I'm ordering fill for my gift baskets and am considering getting the glue dots as well to help hold things in place. Anyone use these? Do they help? I think with my crates they'd work great because of the flat bottoms. Just not sure how they work in baskets though I've seen them recommended. Ordering a roll of 1000 will last me a very long time.


----------



## Caprine Beings (Sep 19, 2008)

No but if you do use them let us know how it worked out Tammy


----------



## Guest (Sep 11, 2009)

Yes, I have and do use them and they work great.. 
Barb


----------



## Moonbeam (Oct 6, 2009)

I had a customer who did gift baskets for a living and I asked her what she used, double sided tape!
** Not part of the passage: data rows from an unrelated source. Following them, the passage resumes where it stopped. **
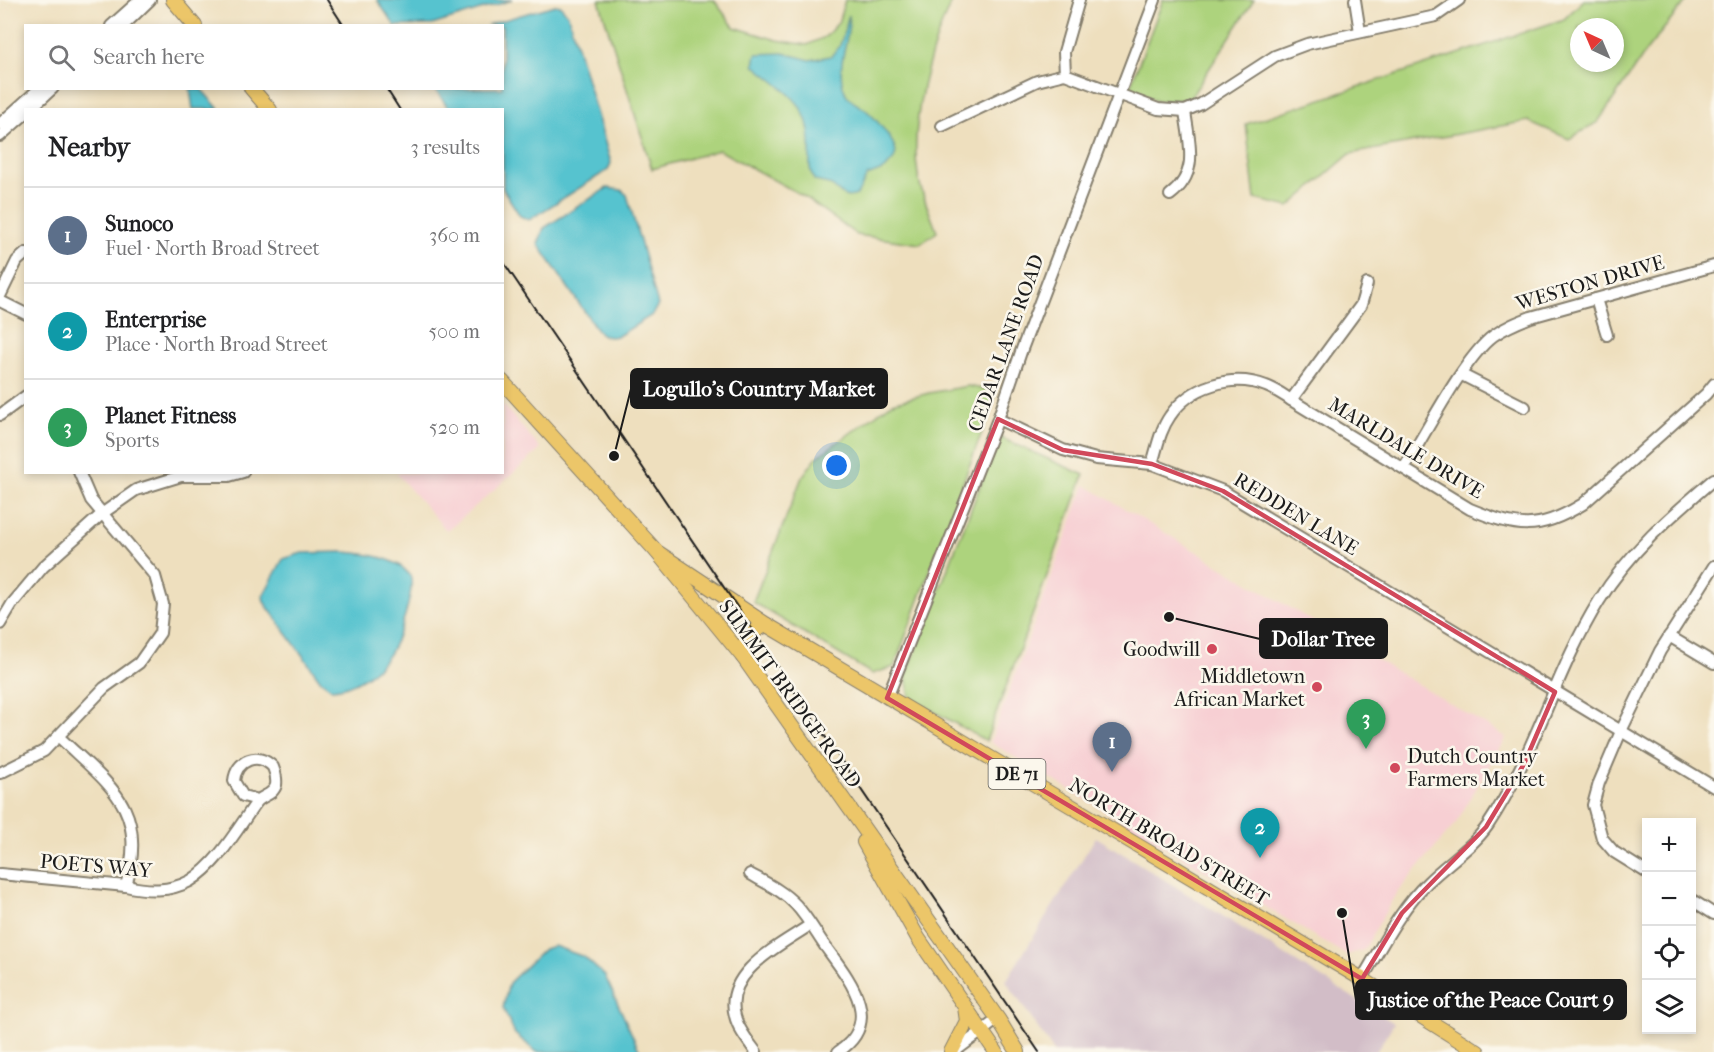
<!DOCTYPE html>
<html lang="en">
<head>
<meta charset="utf-8">
<style>
	:root { --surface:#fff; --page:#f6f6f6; --text:#202124; --muted:#757577; --line:#e0e0e0; --accent:#d1495b }
	body { margin:0; font-family:"IM FELL French Canon",serif; background:var(--page); color:var(--text) }
	.controls { position:absolute; right:18px; bottom:18px; display:grid; overflow:hidden; border-radius:0px; box-shadow:0 3px 9px #0003 }
	.controls button { width:54px; height:54px; display:grid; place-items:center; padding:0; border:0; border-bottom:2px solid var(--line); background:var(--surface); color:var(--text); font:30px sans-serif }
	.compass { position:absolute; left:1570px; top:18px; width:54px; height:54px; border-radius:50%; background:var(--surface); box-shadow:0 3px 9px #0003; rotate:316deg }
	.you { position:absolute; left:837px; top:466px; width:21px; height:21px; margin:-15px; border:4px solid #fff; border-radius:50%; background:#1a73e8; box-shadow:0 0 0 9px #1a73e833 }
	.badge { display:grid; place-items:center; width:39px; height:39px; border-radius:50%; background:var(--accent); color:#fff; font-size:20px; font-weight:700 }
	.pin { position:absolute; translate:-50% -50px; filter:drop-shadow(0 2px 3px #0008) }
	.pin::after { content:''; position:absolute; top:32px; width:21px; height:18px; background:inherit; clip-path:polygon(0 0,100% 0,50% 100%) }
	.list { margin:0; padding:0; list-style:none }
	h2 { display:flex; justify-content:space-between; align-items:center; height:78px; margin:0; padding:0 24px; font-size:26px }
	h2 small { font-size:20px; font-weight:400; color:var(--muted) }
	.list li { display:grid; grid-template-columns:39px 1fr auto; gap:18px; align-items:center; box-sizing:border-box; height:96px; padding:0 24px; border-top:2px solid var(--line) }
	.list b { display:block; font-size:22px; white-space:nowrap }
	.list p { margin:0; font-size:20px; white-space:nowrap; color:var(--muted) }
	.list em { font-size:20px; font-style:normal; color:var(--muted) }
	.icon { flex:none; width:33px; height:33px; fill:none; stroke:currentColor; stroke-width:2; stroke-linecap:round; stroke-linejoin:round }
	.map { position:relative; flex:none; width:1714px; height:1052px; overflow:hidden }
	.search { position:absolute; background:var(--surface); box-shadow:0 3px 9px #0003; left:24px; top:24px; width:480px; height:66px; display:flex; align-items:center; gap:15px; box-sizing:border-box; padding:0 21px; border-radius:0px; color:var(--muted); font-size:22px }
	.panel { position:absolute; background:var(--surface); box-shadow:0 3px 9px #0003; left:24px; top:108px; width:480px; height:366px; border-radius:0px }
	.map>svg:first-child { display:block }
</style>
</head>
<body>
<div class="map">
<svg width="1714" height="1052" viewBox="0 0 1714 1052">
	<rect width="100%" height="100%" fill="#fbf7ec"/>
	<filter id="ink" filterUnits="userSpaceOnUse"><feTurbulence type="fractalNoise" baseFrequency=".0167" numOctaves="2"/><feDisplacementMap in="SourceGraphic" scale="12" xChannelSelector="R" yChannelSelector="G"/><feConvolveMatrix kernelMatrix="1 2 1 2 8 2 1 2 1" color-interpolation-filters="sRGB"/></filter>
	<filter id="wash" filterUnits="userSpaceOnUse"><feTurbulence type="fractalNoise" baseFrequency=".008" numOctaves="4" result="noise"/><feDisplacementMap in="SourceGraphic" scale="24" xChannelSelector="R" yChannelSelector="G"/><feGaussianBlur stdDeviation="1.35" result="paint"/><feColorMatrix in="noise" values="0 0 0 0 0 0 0 0 0 0 0 0 0 0 0 0 0 1.4 0 .05"/><feComposite in="paint" operator="in"/></filter>
	<g filter="url(#wash)">
		<rect width="100%" height="100%" fill="#eedfbe"/>
		<g fill="#f7cfd3">
			<polygon points="503,405 541,449 447,531 396,473 502,472"/>
			<polygon points="1085,485 1506,737 1456,823 1395,895 1364,950 1346,955 990,742"/>
		</g>
		<polygon fill="#d2bdc7" points="1096,837 1394,1023 1376,1052 1054,1052 1006,981"/>
		<g fill="#add37d" stroke="#64784c" stroke-width="1.5" fill-rule="evenodd">
			<path d="M 599,0 L 714,0 L 734,27 L 777,40 L 807,45 L 825,37 L 838,23 L 845,0 L 952,0 C 930,48 909,122 918,175 C 921,194 930,213 937,232 L 920,244 L 857,235 L 803,196 L 719,150 L 652,169 Z"/>
			<polygon points="1163,0 1254,0 1189,100 1156,101 1130,87"/>
			<path d="M 1584,0 L 1687,0 L 1646,51 L 1598,122 L 1569,139 L 1528,121 L 1350,154 L 1289,207 L 1255,199 L 1246,124 L 1564,19 ZM 1579,27 L 1615,27 L 1615,63 L 1579,63 Z"/>
			<polygon points="968,386 997,392 894,667 872,674 753,602 802,477 816,458 892,403 929,393"/>
			<polygon points="999,437 1084,475 986,741 910,698 906,676"/>
		</g>
		<g fill="#56c3cf" stroke="#397076" stroke-width="1.5">
			<polygon points="377,0 512,0 432,25 395,26"/>
			<polygon points="555,5 561,6 568,15 611,163 608,170 529,220 520,216 503,189 502,110 449,109 435,89 502,88 502,26 487,25"/>
			<path d="M 849,15 C 851,39 835,65 844,89 C 847,100 858,104 867,111 C 876,119 895,141 896,152 L 894,159 L 885,169 L 867,176 L 857,195 C 841,201 841,190 828,184 C 823,182 819,183 814,180 C 807,168 811,155 810,142 C 809,101 783,90 754,65 L 756,54 L 783,53 L 810,60 L 831,56 L 840,46 Z"/>
			<polygon points="190,89 201,89 219,109 193,109"/>
			<polygon points="607,188 621,190 627,195 658,305 652,315 618,336 610,337 600,334 538,244 544,228"/>
			<path d="M 344,552 C 365,554 395,556 409,574 C 418,585 397,643 389,654 C 377,672 353,688 332,689 L 321,681 L 264,602 L 263,596 L 283,559 L 302,553 Z"/>
			<polygon points="554,946 584,957 605,976 640,1052 537,1052 515,1034 503,1008 509,983 544,949"/>
		</g>
	</g>
	<g filter="url(#ink)">
		<g fill="none" stroke-linecap="round" stroke-linejoin="round">
			<g stroke="#857e6d" stroke-width="14">
				<g id="minor">
					<polyline points="1079,0 1064,52 1065,74 1158,109 1185,111 1201,104 1275,56 1307,44 1436,16 1459,0"/>
					<polyline points="1355,0 1360,32"/>
					<polyline points="111,26 140,0"/>
					<polyline points="123,26 150,0"/>
					<polyline points="29,110 53,88"/>
					<polyline points="0,124 40,88"/>
					<polyline points="942,126 1037,81 1065,74"/>
					<polyline points="0,136 26,113"/>
					<path d="M 1170,195 C 1200,173 1189,143 1185,111"/>
					<polyline points="0,296 17,261 26,253"/>
					<polyline points="1596,299 1607,335"/>
					<polyline points="0,301 26,314"/>
					<polyline points="1462,375 1525,407"/>
					<polyline points="1291,400 1361,305 1367,284"/>
					<polyline points="0,415 26,396"/>
					<polyline points="998,419 1063,450 1096,459 1152,464 1223,491 1714,787"/>
					<path d="M 1152,464 C 1157,448 1160,430 1170,416 C 1190,386 1232,373 1266,386 C 1275,389 1283,395 1291,400 L 1470,509 C 1517,528 1538,532 1583,504 L 1706,394 L 1714,384"/>
					<path d="M 1404,468 C 1426,433 1463,359 1493,336 C 1505,327 1518,322 1531,317 L 1714,266"/>
					<polyline points="0,624 12,604 43,567 103,513 136,490 181,476 229,476 243,472"/>
					<polyline points="1669,636 1714,663"/>
					<polyline points="887,698 998,419 1022,349 1155,0"/>
					<path d="M 59,737 C 111,787 148,807 126,886"/>
					<polyline points="0,773 44,751 104,688 139,663 160,633 163,604 155,576 91,500 79,472"/>
					<polyline points="1646,872 1614,852 1602,838 1593,805 1599,783 1622,729 1660,651 1714,566"/>
					<path d="M 0,874 L 126,886 C 148,891 169,892 190,881 C 218,864 238,828 256,803 C 261,795 273,796 276,785 C 277,778 275,772 273,767 C 258,751 236,760 234,781 L 243,796 L 258,800"/>
					<path d="M 750,874 C 766,883 783,891 796,905 C 807,917 816,933 825,946 C 849,979 885,1021 838,1052"/>
					<polyline points="1692,900 1714,914"/>
					<path d="M 1362,979 C 1382,946 1400,909 1428,882 C 1447,863 1473,847 1488,825 C 1535,755 1555,672 1599,601 C 1629,552 1671,516 1714,479"/>
					<path d="M 756,1052 C 748,1041 738,1029 735,1016 C 723,972 781,945 810,925"/>
					<polyline points="954,1052 998,1019"/>
				</g>
			</g>
			<g stroke="#857e6d" stroke-width="16">
				<g id="major">
					<polyline points="173,0 195,26"/>
					<polyline points="251,88 270,110"/>
					<polyline points="502,381 657,552 743,657 998,1019 1018,1052"/>
					<polyline points="657,552 767,625 1362,979 1478,1052"/>
					<path d="M 743,657 C 742,639 751,631 767,625"/>
					<polyline points="864,842 918,938 996,1052"/>
					<polyline points="951,1052 967,1021 965,1007"/>
				</g>
			</g>
			<use href="#minor" stroke="#fff" stroke-width="10"/>
			<use href="#major" stroke="#ecc669" stroke-width="14"/>
			<g stroke="#1c1c1c" stroke-width="2">
				<polyline points="327,0 344,26"/>
				<polyline points="386,88 400,110"/>
				<polyline points="502,260 1039,1052"/>
			</g>
		</g>
	</g>
	<path fill="none" stroke="#d1495b" stroke-width="4.5" stroke-linejoin="round" d="M 998,419 L 1063,450 L 1152,464 L 1223,491 L 1555,692 L 1524,764 L 1486,827 L 1402,913 L 1362,979 L 887,698 Z"/>
	<g fill="#d1495b" stroke="#fbf7ec" stroke-width="2">
		<circle cx="1212" cy="649" r="6"/>
		<circle cx="1317" cy="687" r="6"/>
		<circle cx="1395" cy="768" r="6"/>
	</g>
	<g text-anchor="middle" dominant-baseline="central" stroke-width="5" stroke-linejoin="round" paint-order="stroke">
		<rect fill="#fbf7ec" stroke="#5f5e5a" stroke-width="1.5" x="988.5" y="759" width="57" height="30" rx="4.5"/>
		<g font-size="18" font-weight="bold" fill="#1c1c1c">
			<text x="1017" y="774">DE 71</text>
		</g>
		<g font-size="20" fill="#1c1c1c" stroke="#fbf7ec">
			<text transform="translate(1590 283) rotate(-16)">WESTON DRIVE</text>
			<text transform="translate(1006 343) rotate(-70)">CEDAR LANE ROAD</text>
			<text transform="translate(1406 448) rotate(31)">MARLDALE DRIVE</text>
			<text transform="translate(1296 514) rotate(31)">REDDEN LANE</text>
			<text transform="translate(790 694) rotate(54)">SUMMIT BRIDGE ROAD</text>
			<text transform="translate(1169 842) rotate(31)">NORTH BROAD STREET</text>
			<text transform="translate(96 866) rotate(5)">POETS WAY</text>
		</g>
		<g font-size="20" fill="#1c1c1c" stroke="#fbf7ec" text-anchor="end">
			<text x="1200" y="649">Goodwill</text>
			<text x="1305" y="676">Middletown<tspan x="1305" dy="23">African Market</tspan></text>
			<text x="1407" y="756" text-anchor="start">Dutch Country<tspan x="1407" dy="23">Farmers Market</tspan></text>
		</g>
	</g>
	<path fill="none" stroke="#1c1c1c" stroke-width="2" d="M614 456L631 389M1169 617L1260 639M1342 913L1356 1000"/>
	<g fill="#1c1c1c" stroke="#fbf7ec" stroke-width="2">
		<circle cx="614" cy="456" r="6"/>
		<circle cx="1169" cy="617" r="6"/>
		<circle cx="1342" cy="913" r="6"/>
	</g>
	<g fill="#1c1c1c" stroke="#1c1c1c" stroke-width="2">
		<rect x="631" y="369" width="256" height="39" rx="6"/>
		<rect x="1260" y="619" width="127" height="39" rx="6"/>
		<rect x="1356" y="980" width="270" height="39" rx="6"/>
	</g>
	<g font-size="21" text-anchor="middle" font-weight="bold" fill="#fff">
		<text x="759" y="396">Logullo's Country Market</text>
		<text x="1323" y="646">Dollar Tree</text>
		<text x="1491" y="1007">Justice of the Peace Court 9</text>
	</g>
</svg>
<div class="controls">
<button>+</button>
<button>−</button>
<button><svg class="icon" aria-label="locate" viewBox="0 0 24 24"><circle cx="12" cy="12" r="6"/><path d="M12 2v4M12 18v4M2 12h4M18 12h4"/></svg></button>
<button><svg class="icon" aria-label="layers" viewBox="0 0 24 24"><path d="M12 4l9 5-9 5-9-5zM3 14l9 5 9-5"/></svg></button>
</div>
<svg class="compass" viewBox="-18 -18 36 36"><path d="M0-13l5 13h-10z" fill="#e53935"/><path d="M0 13l5-13h-10z" fill="#757577"/></svg>
<div class="you"></div>
<div class="pin badge" style="left:1112px;top:772px;background:#5c6f8a">1</div>
<div class="pin badge" style="left:1260px;top:858px;background:#0f9aa8">2</div>
<div class="pin badge" style="left:1366px;top:749px;background:#2e9e5b">3</div>
<div class="search"><svg class="icon" aria-label="search" viewBox="0 0 24 24"><circle cx="10" cy="10" r="6"/><path d="M15 15l6 6"/></svg>Search here</div>
<section class="panel">
<h2>Nearby<small>3 results</small></h2>
<ul class="list">
<li><span class="badge" style="background:#5c6f8a">1</span><div><b>Sunoco</b><p>Fuel · North Broad Street</p></div><em>360 m</em></li>
<li><span class="badge" style="background:#0f9aa8">2</span><div><b>Enterprise</b><p>Place · North Broad Street</p></div><em>500 m</em></li>
<li><span class="badge" style="background:#2e9e5b">3</span><div><b>Planet Fitness</b><p>Sports</p></div><em>520 m</em></li>
</ul>
</section>
</div>
</body>
</html>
It's cheaper and you can also use it to wrap your cigar band lables with! Plus you prolly can find it local!


----------



## Sondra (Oct 25, 2007)

I haven't a clue what glue spots are


----------



## Kalne (Oct 25, 2007)

Hmmm, the double sided tape I've bought in the past for other projects was expensive. The dots aren't working as well as I had hoped. You're not supposed to touch them with your fingers but I can't seem to get them off any other way. I need 3 to hold a bar of soap in a crate securely. Haven't tried them in a basket though. I'm thinking maybe I should have gotten the super high tack but then I was afraid those would tear my wrapping and/or damage the surface of what I stuck them too. I don't think it helps that my soap is wrapped with shrinkwrap giving it a slick surface.


----------



## tmfinley (Feb 21, 2008)

Thanks for letting us know how they work for you. I've been thinking about them too.

Tiffany


----------